### Problem to solve
Retype only the stretch of lines that starts with the line containing "Give me a JSON" and ends with the last line of the records, both included, exactly.

### Material shown

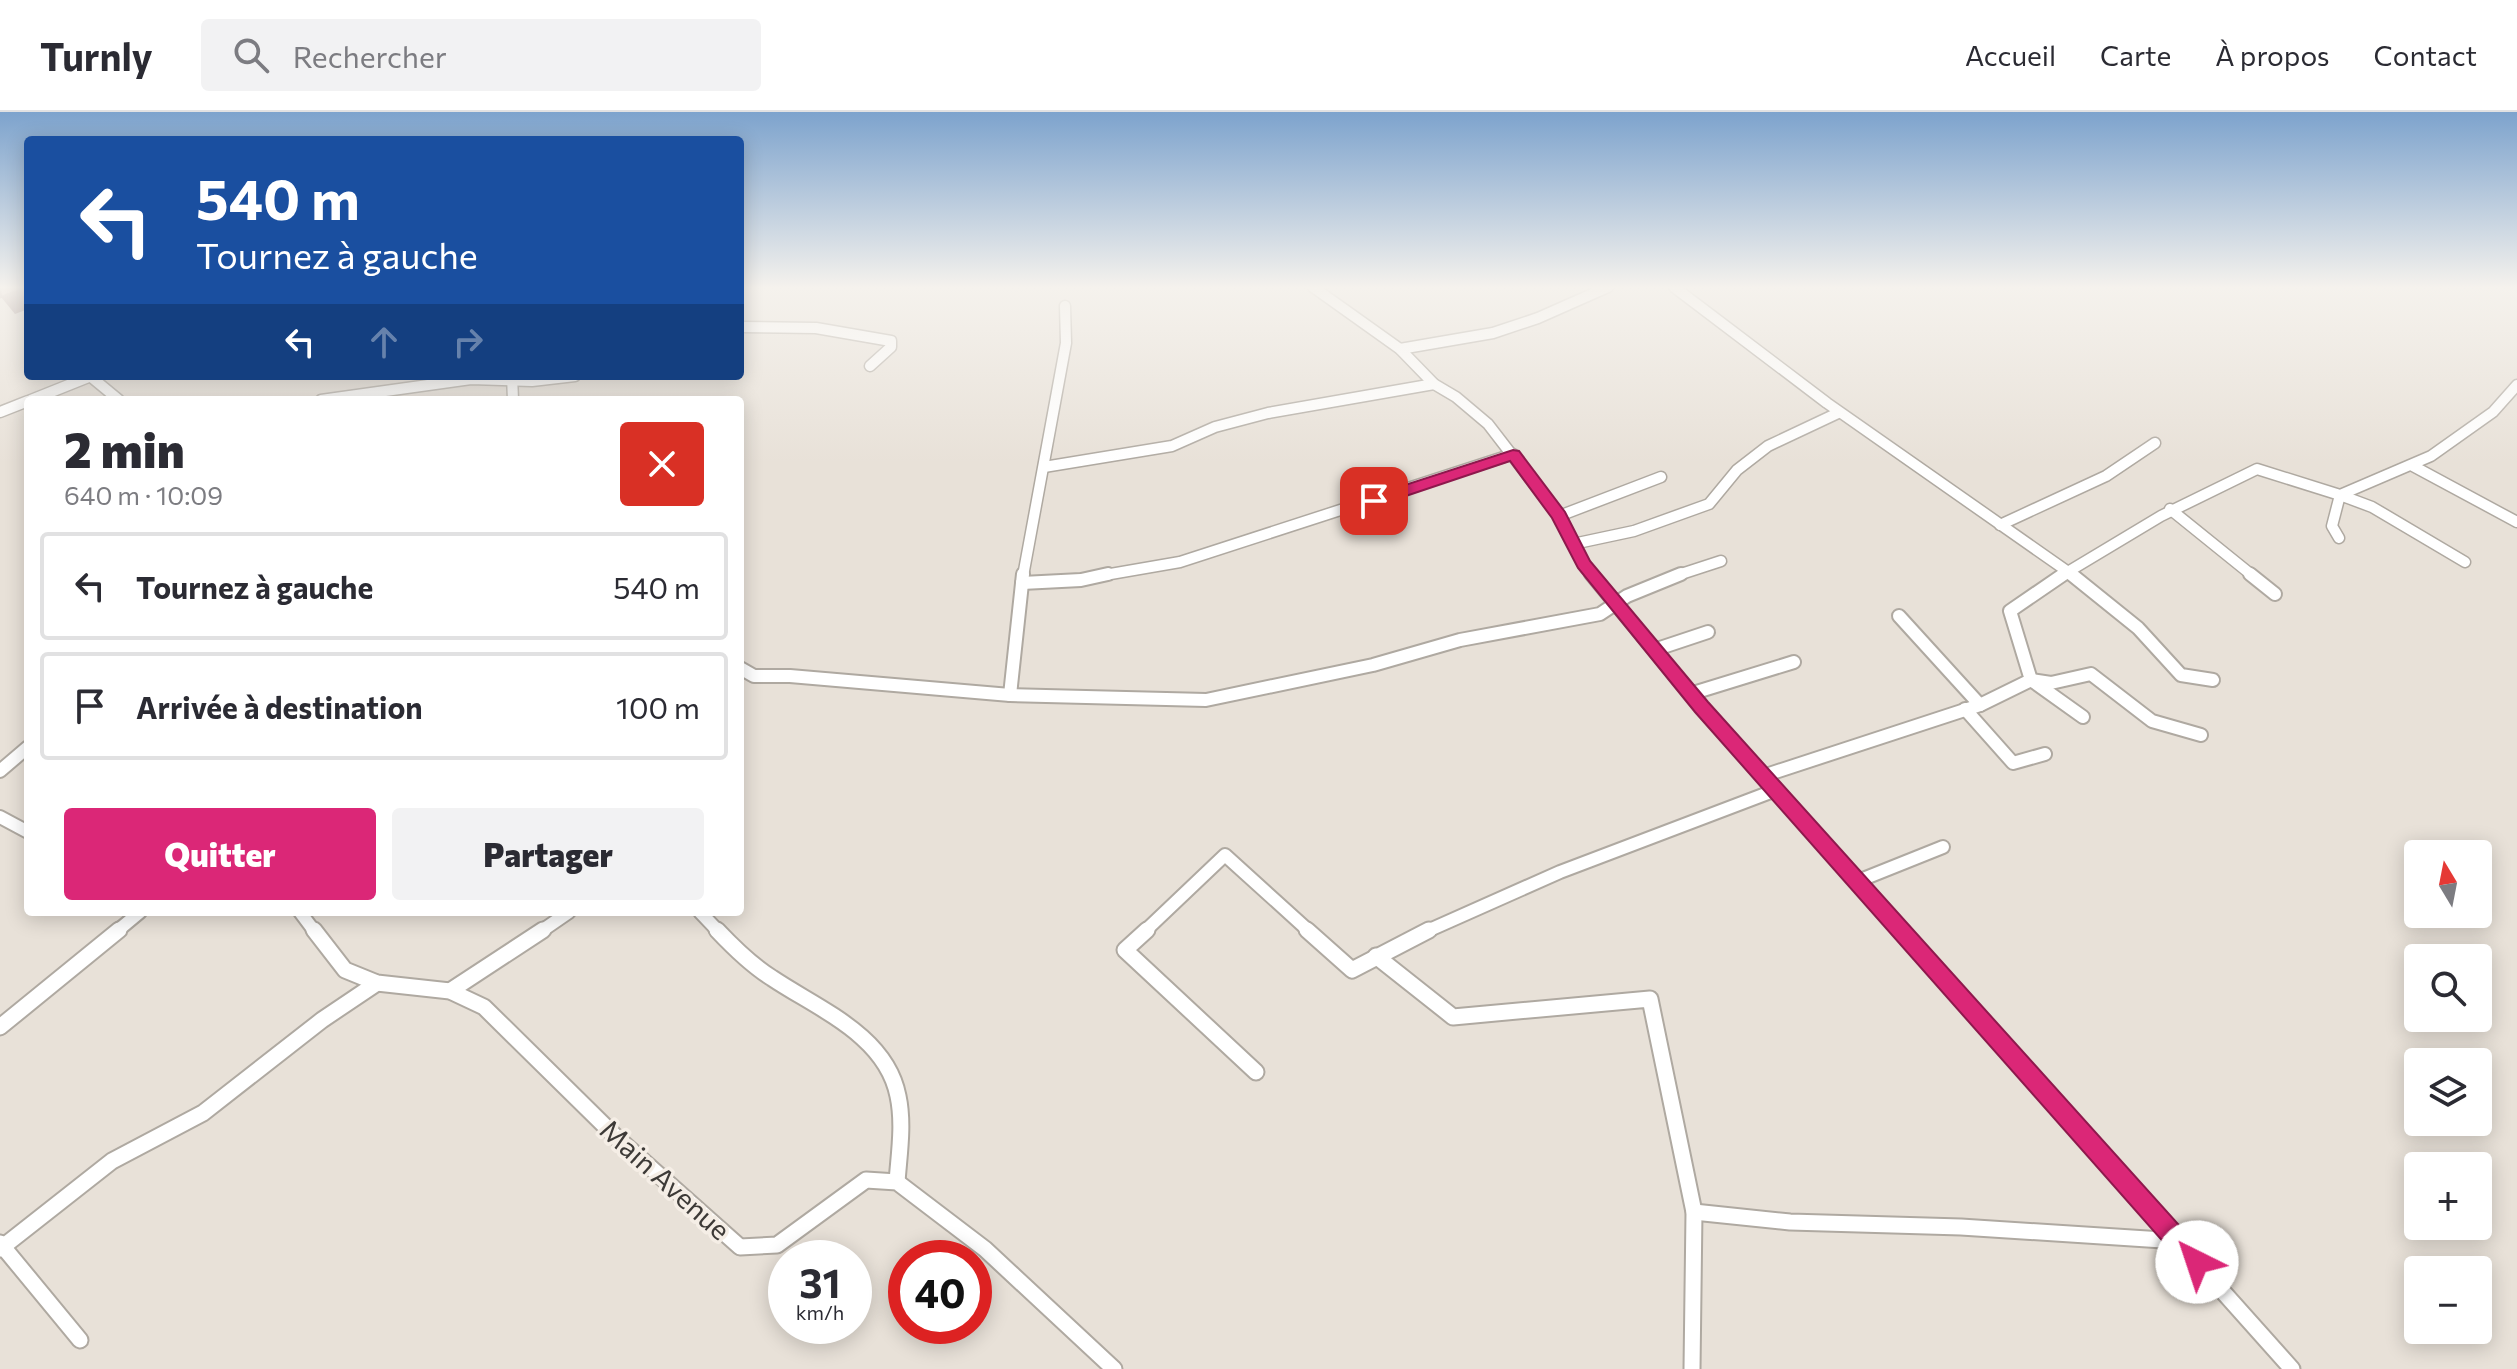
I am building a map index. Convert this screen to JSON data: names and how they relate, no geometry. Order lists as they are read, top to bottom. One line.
{"streets":{"street":["Main Avenue"]},"north":"top","page":{"header":"Turnly","search":"Rechercher","nav":["Accueil","Carte","À propos","Contact"],"turn":["540 m","Tournez à gauche"],"heading":["2 min","640 m · 10:09"],"list":[{"name":"Tournez à gauche","value":"540 m"},{"name":"Arrivée à destination","value":"100 m"}],"buttons":["Quitter","Partager"],"map_buttons":["+","−"],"speed":"31 km/h","limit":"40"}}
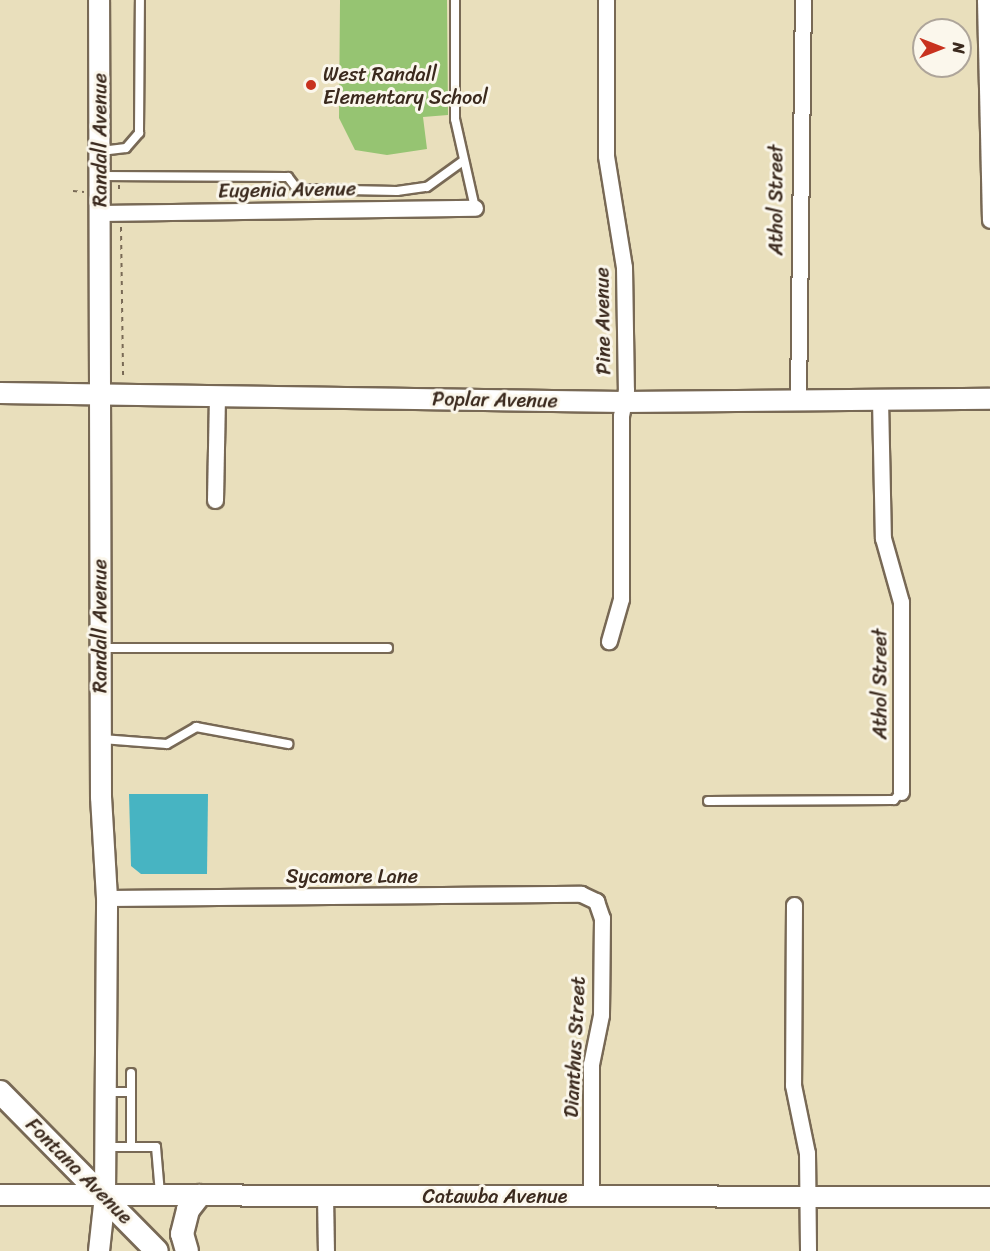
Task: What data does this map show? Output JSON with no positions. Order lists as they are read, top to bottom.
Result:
{
  "streets": {
    "main road": ["Fontana Avenue"],
    "street": [
      "Randall Avenue",
      "Eugenia Avenue",
      "Athol Street",
      "Pine Avenue",
      "Poplar Avenue",
      "Sycamore Lane",
      "Dianthus Street",
      "Catawba Avenue"
    ]
  },
  "crossings": [
    ["Randall Avenue", "Eugenia Avenue"],
    ["Randall Avenue", "Poplar Avenue"],
    ["Randall Avenue", "Sycamore Lane"],
    ["Randall Avenue", "Fontana Avenue"],
    ["Randall Avenue", "Catawba Avenue"],
    ["Athol Street", "Poplar Avenue"],
    ["Pine Avenue", "Poplar Avenue"],
    ["Sycamore Lane", "Dianthus Street"],
    ["Dianthus Street", "Catawba Avenue"],
    ["Fontana Avenue", "Catawba Avenue"]
  ],
  "places": ["West Randall Elementary School"],
  "north": "right"
}
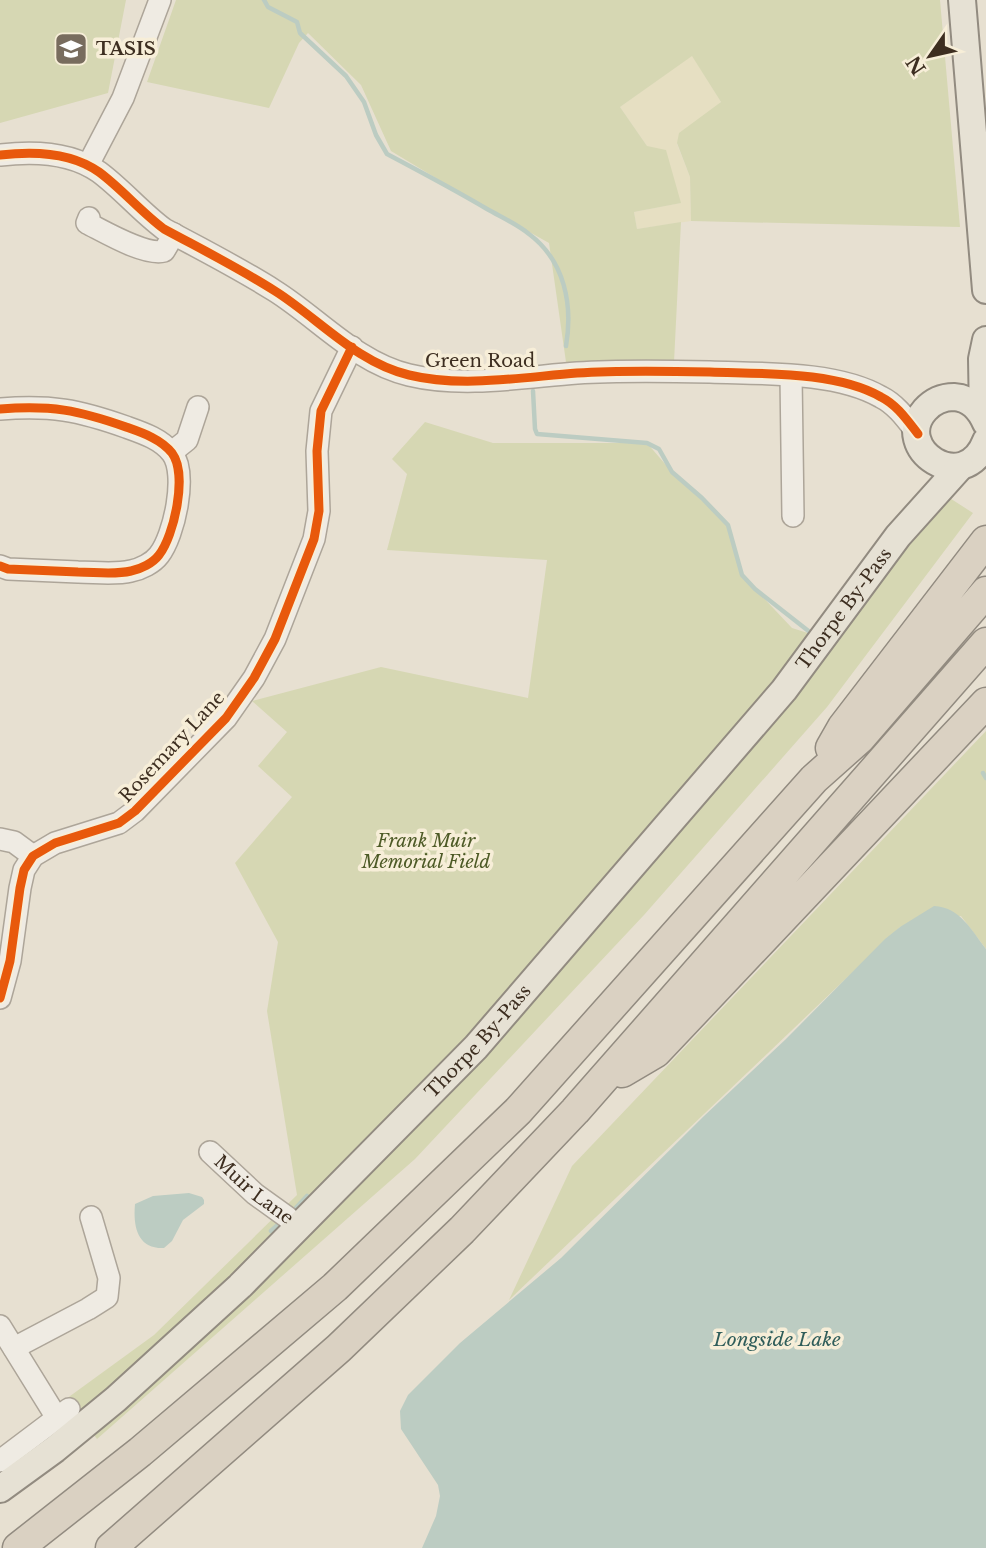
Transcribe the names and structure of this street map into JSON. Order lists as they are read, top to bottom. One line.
{"streets":{"main road":["Thorpe By-Pass"],"street":["Green Road","Rosemary Lane","Muir Lane"]},"crossings":[["Green Road","Thorpe By-Pass"],["Green Road","Rosemary Lane"],["Thorpe By-Pass","Muir Lane"]],"water":["Longside Lake"],"parks":["Frank Muir Memorial Field"],"places":{"school or university":["TASIS"]},"north":"bottom left"}
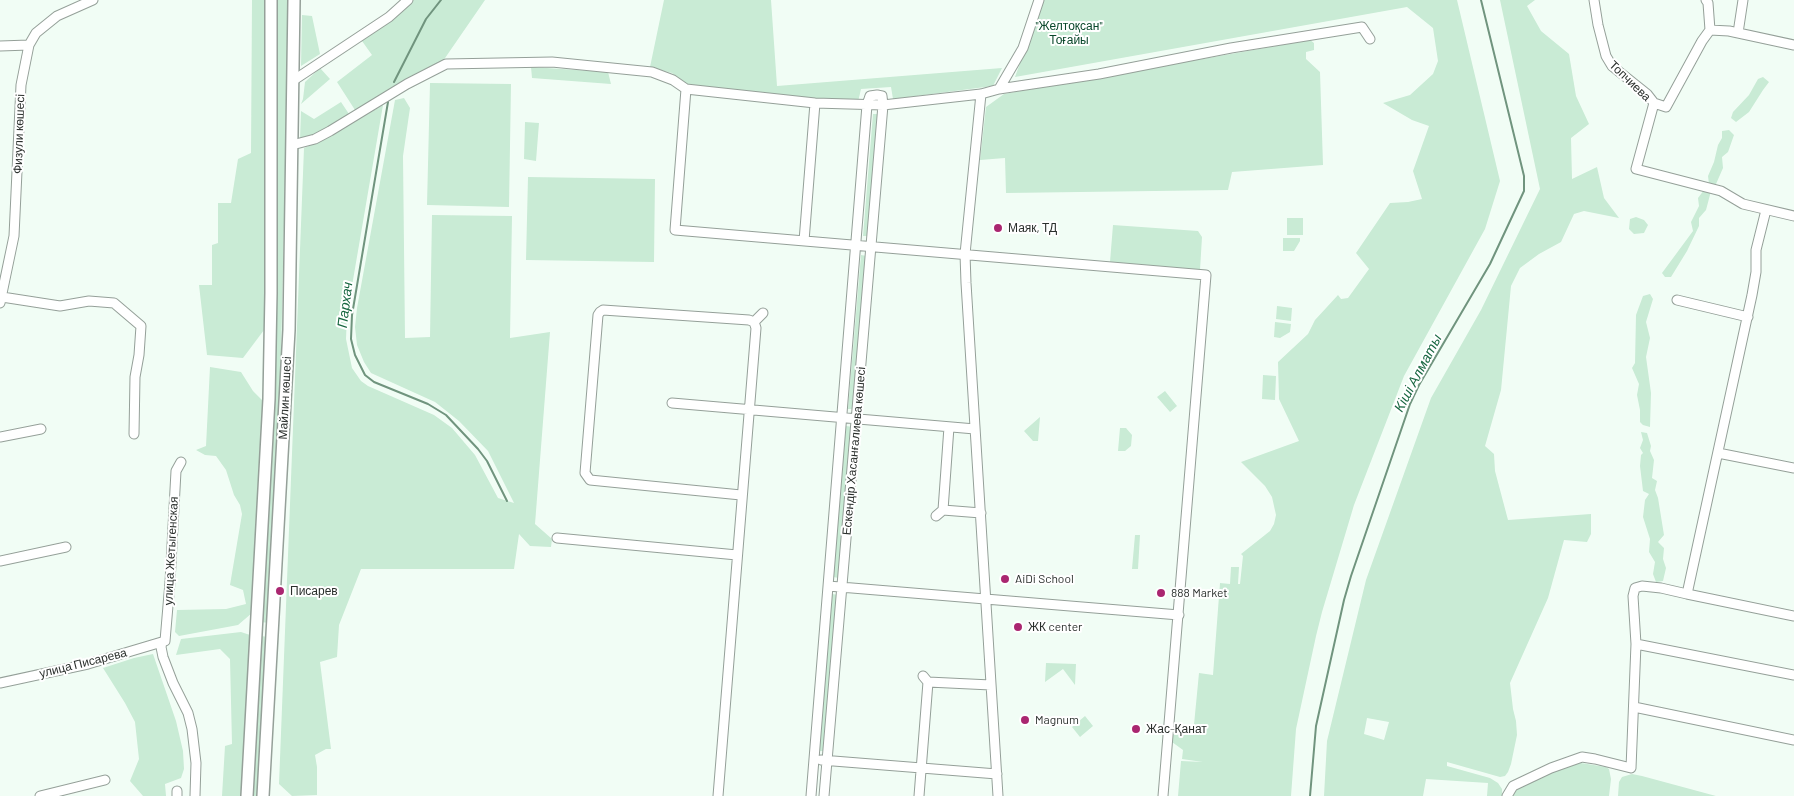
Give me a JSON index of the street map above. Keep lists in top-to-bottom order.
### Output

### Answer section
Give me a JSON index of the street map above. Keep lists in top-to-bottom order.
### Output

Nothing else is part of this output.